Oct. 8, 2018

Dan Borges - From Infosec ITAdmin to Red Teamer to CTF Organizer

Dan Borges, a professional red teamer, blogger, and security tool developer, discusses his early experiences using and exploiting computer systems, how InfoSec experts work with companies, and new tools he and others created and released this year!

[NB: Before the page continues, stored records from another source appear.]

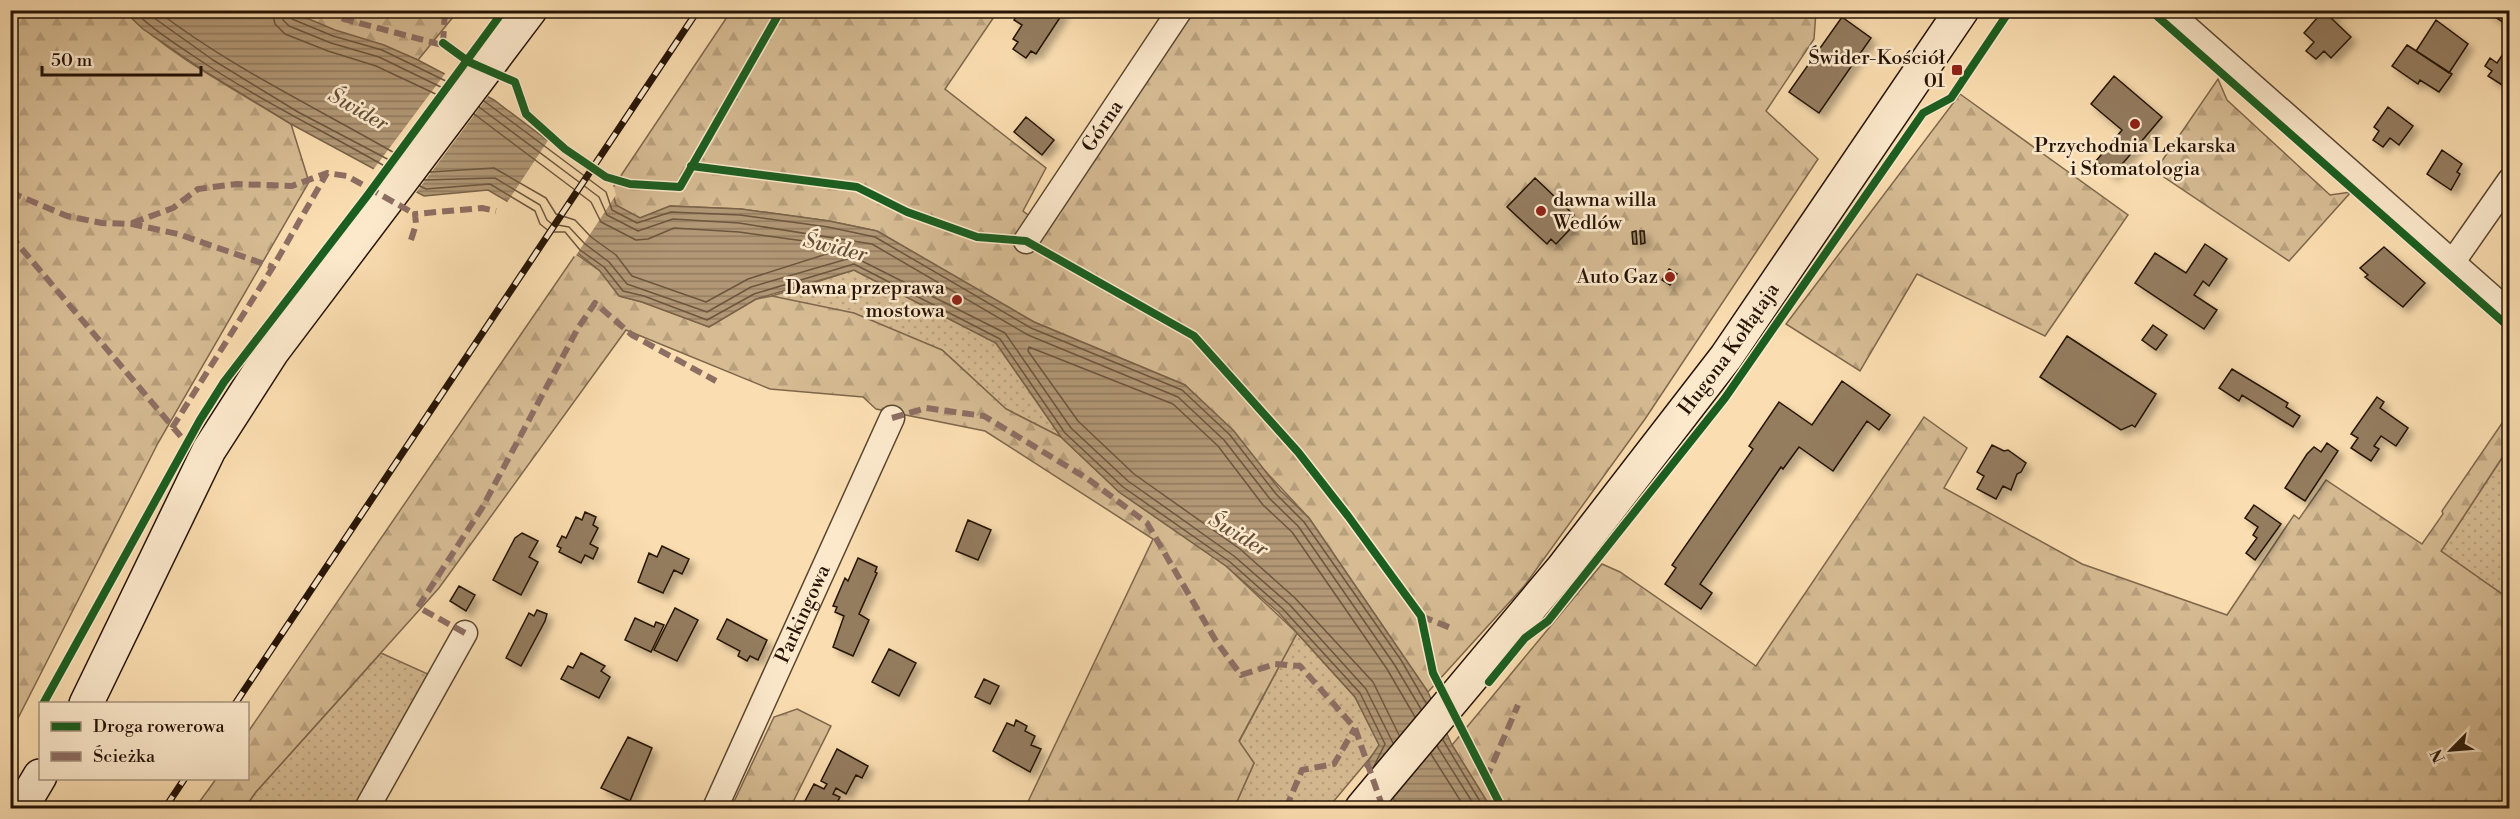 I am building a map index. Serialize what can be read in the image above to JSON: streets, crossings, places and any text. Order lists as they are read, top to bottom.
{
  "streets": {
    "main road": ["Hugona Kołłątaja"],
    "street": ["Górna", "Parkingowa"]
  },
  "water": ["Świder"],
  "places": {
    "transit": ["Świder-Kościół 01"],
    "other": [
      "Przychodnia Lekarska i Stomatologia",
      "dawna willa Wedlów",
      "Auto Gaz",
      "Dawna przeprawa mostowa"
    ]
  },
  "legend": ["Droga rowerowa", "Ścieżka"],
  "scale_bar": "50 m",
  "north": "bottom left"
} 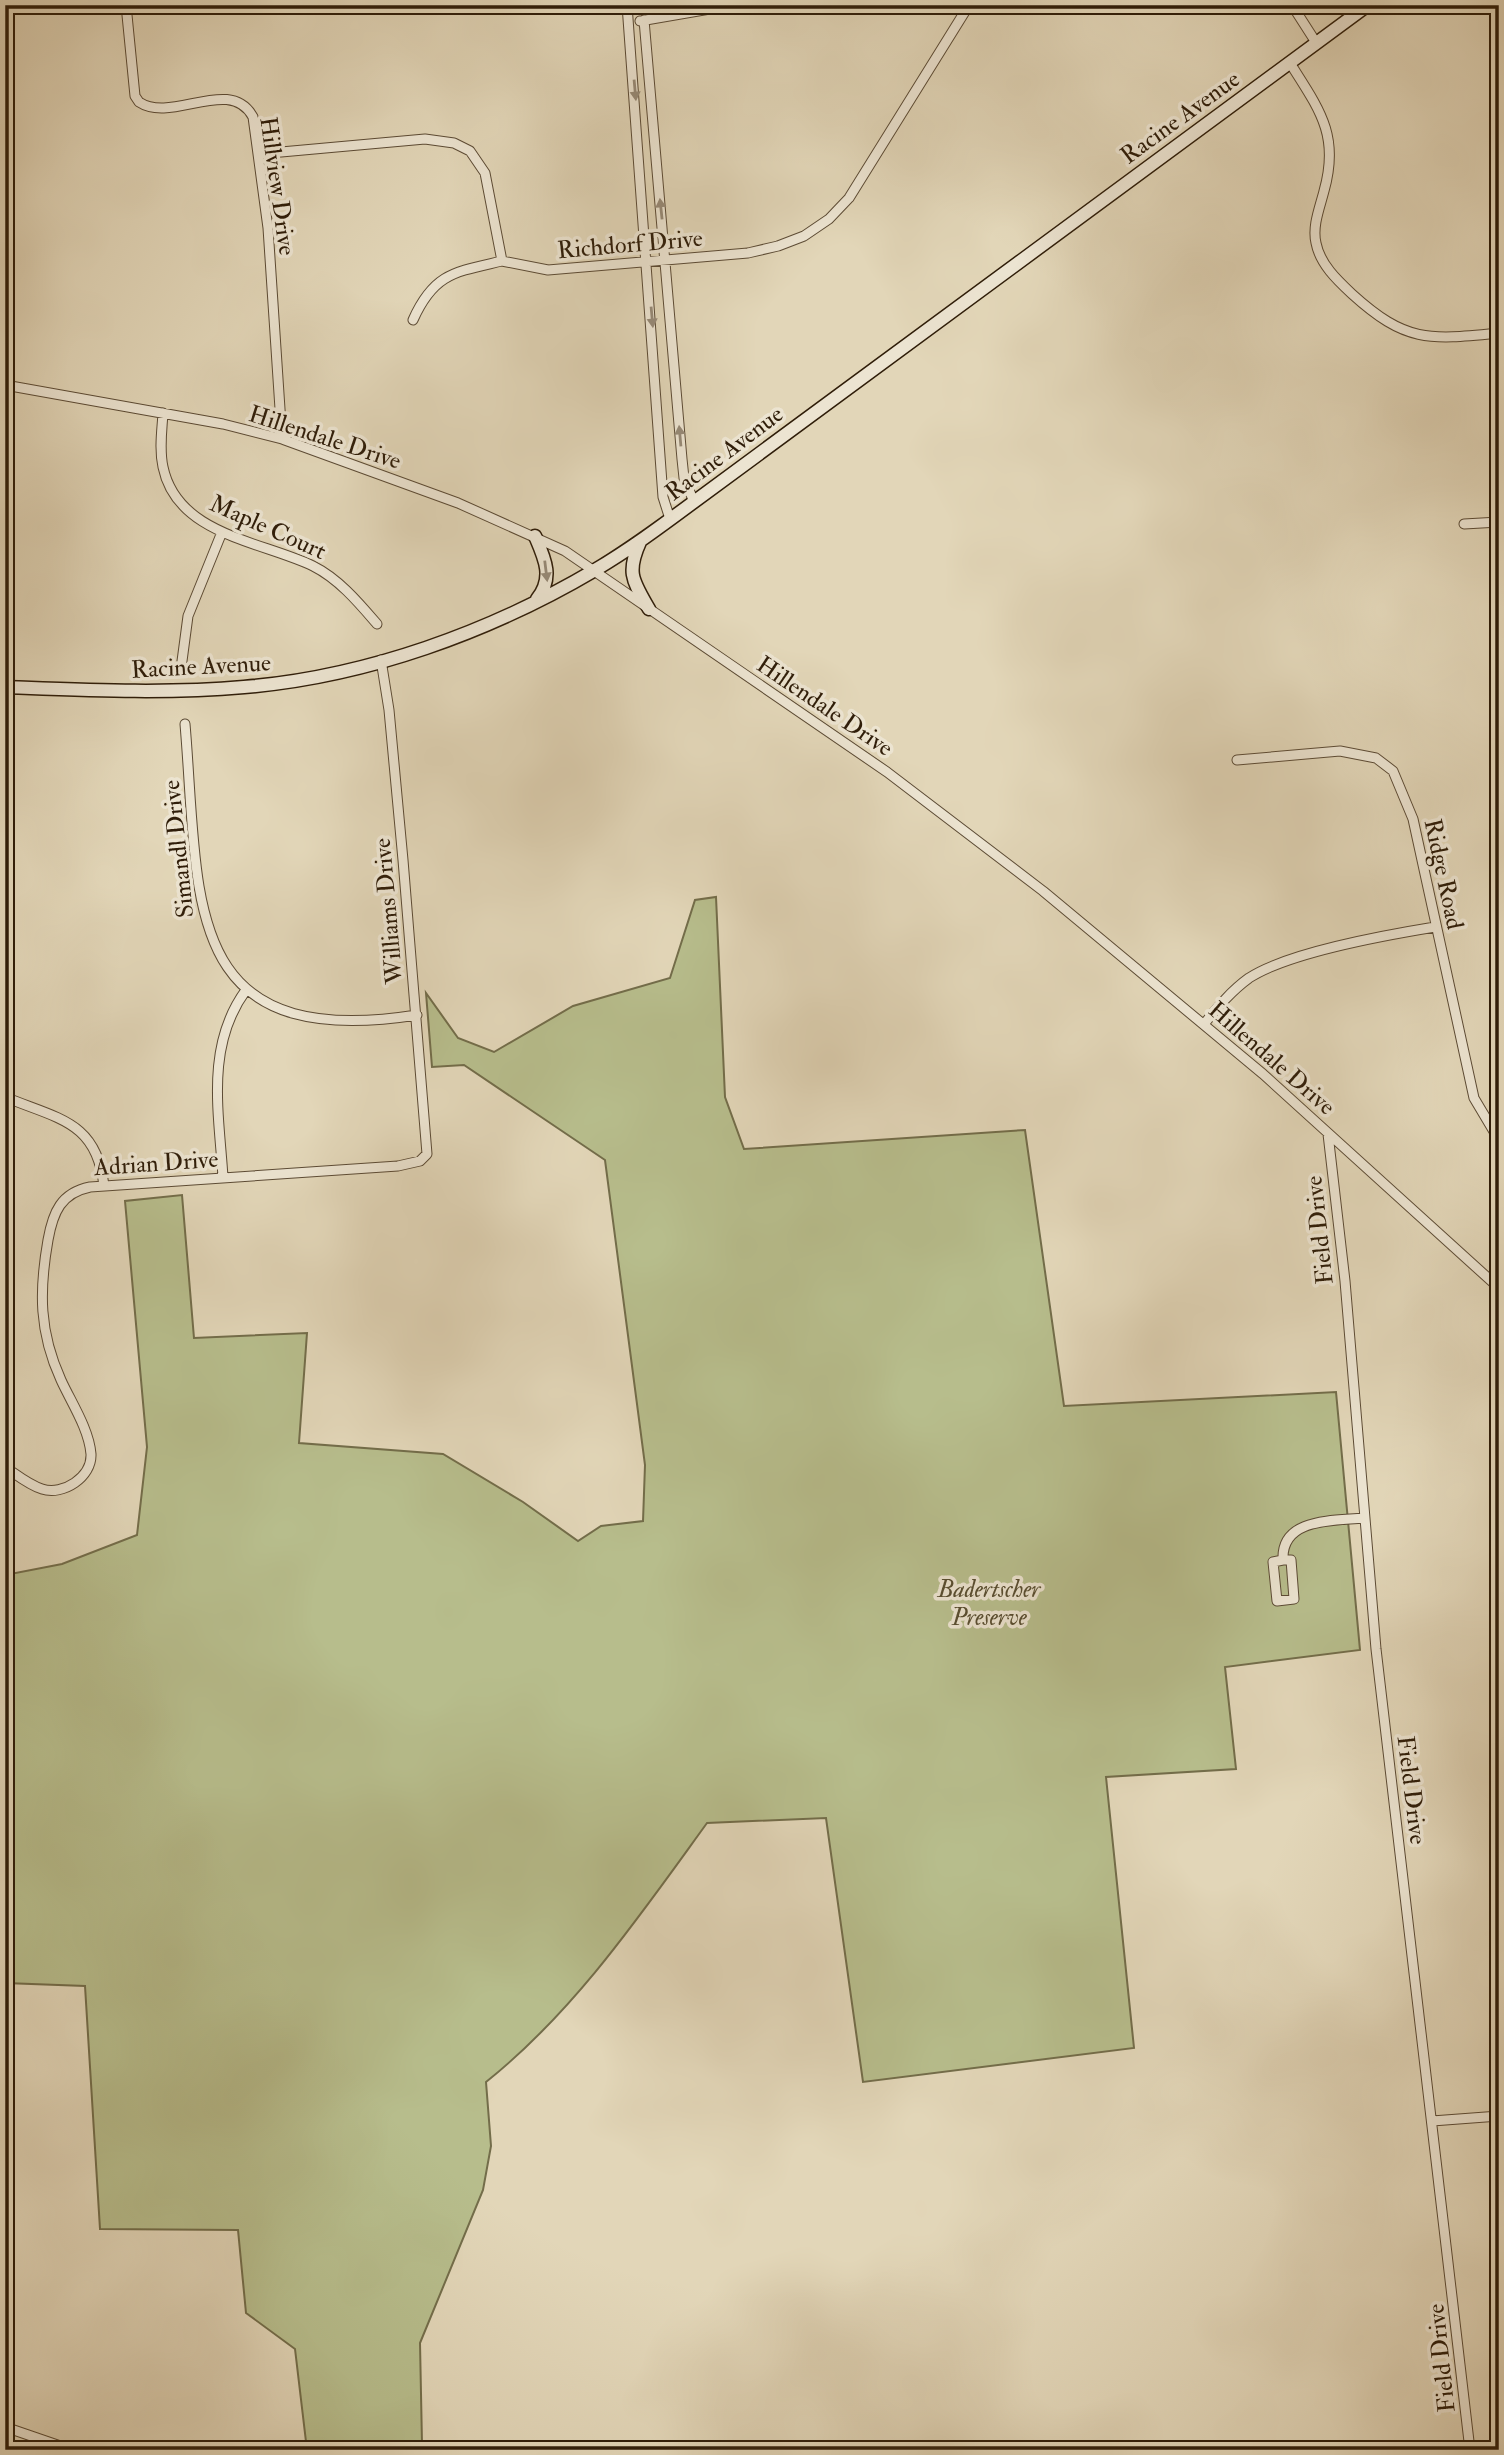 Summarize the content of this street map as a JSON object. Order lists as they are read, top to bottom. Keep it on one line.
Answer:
{"streets":{"main road":["Racine Avenue"],"street":["Hillview Drive","Richdorf Drive","Hillendale Drive","Maple Court","Simandl Drive","Ridge Road","Williams Drive","Adrian Drive","Field Drive"]},"crossings":[["Racine Avenue","Hillendale Drive"],["Racine Avenue","Williams Drive"],["Hillview Drive","Hillendale Drive"],["Hillendale Drive","Maple Court"],["Hillendale Drive","Field Drive"],["Simandl Drive","Williams Drive"],["Williams Drive","Adrian Drive"]],"parks":["Badertscher Preserve"]}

Permalink and Transcript: http://gettingintoinfosec.com/dan

In this first episode, I chat with Dan Borges, a professional red teamer, blogger, and security tool developer.

Dan Borges discusses his early experiences using and exploiting computer systems, how InfoSec experts work with companies, and the new tools he and others created and released this year!

Episode Highlights:

  • Dan explains how he became involved in information security,
    including his introduction to programming through a Lego robotics
    program.

  • His early experiences as a pen-tester—i.e. a penetration tester, who
    looks for system security weaknesses—and why it’s difficult to get
    hands-on experience in that field.

  • The benefits of becoming an Offensive Security Certified Professional
    (OSCP).

  • What does a red team do in an organization, and how is it different
    from pen-testing?

  • Dan describes the day-to-day life of a pen-tester and the kind of
    conflicts they can run into.

  • A few war stories from the trenches of InfoSec, as well as some of
    the tools pen-testers use.

  • How being grounded led to Dan’s earliest hacking experiences, and the
    ways his parents fostered his interests and mentality.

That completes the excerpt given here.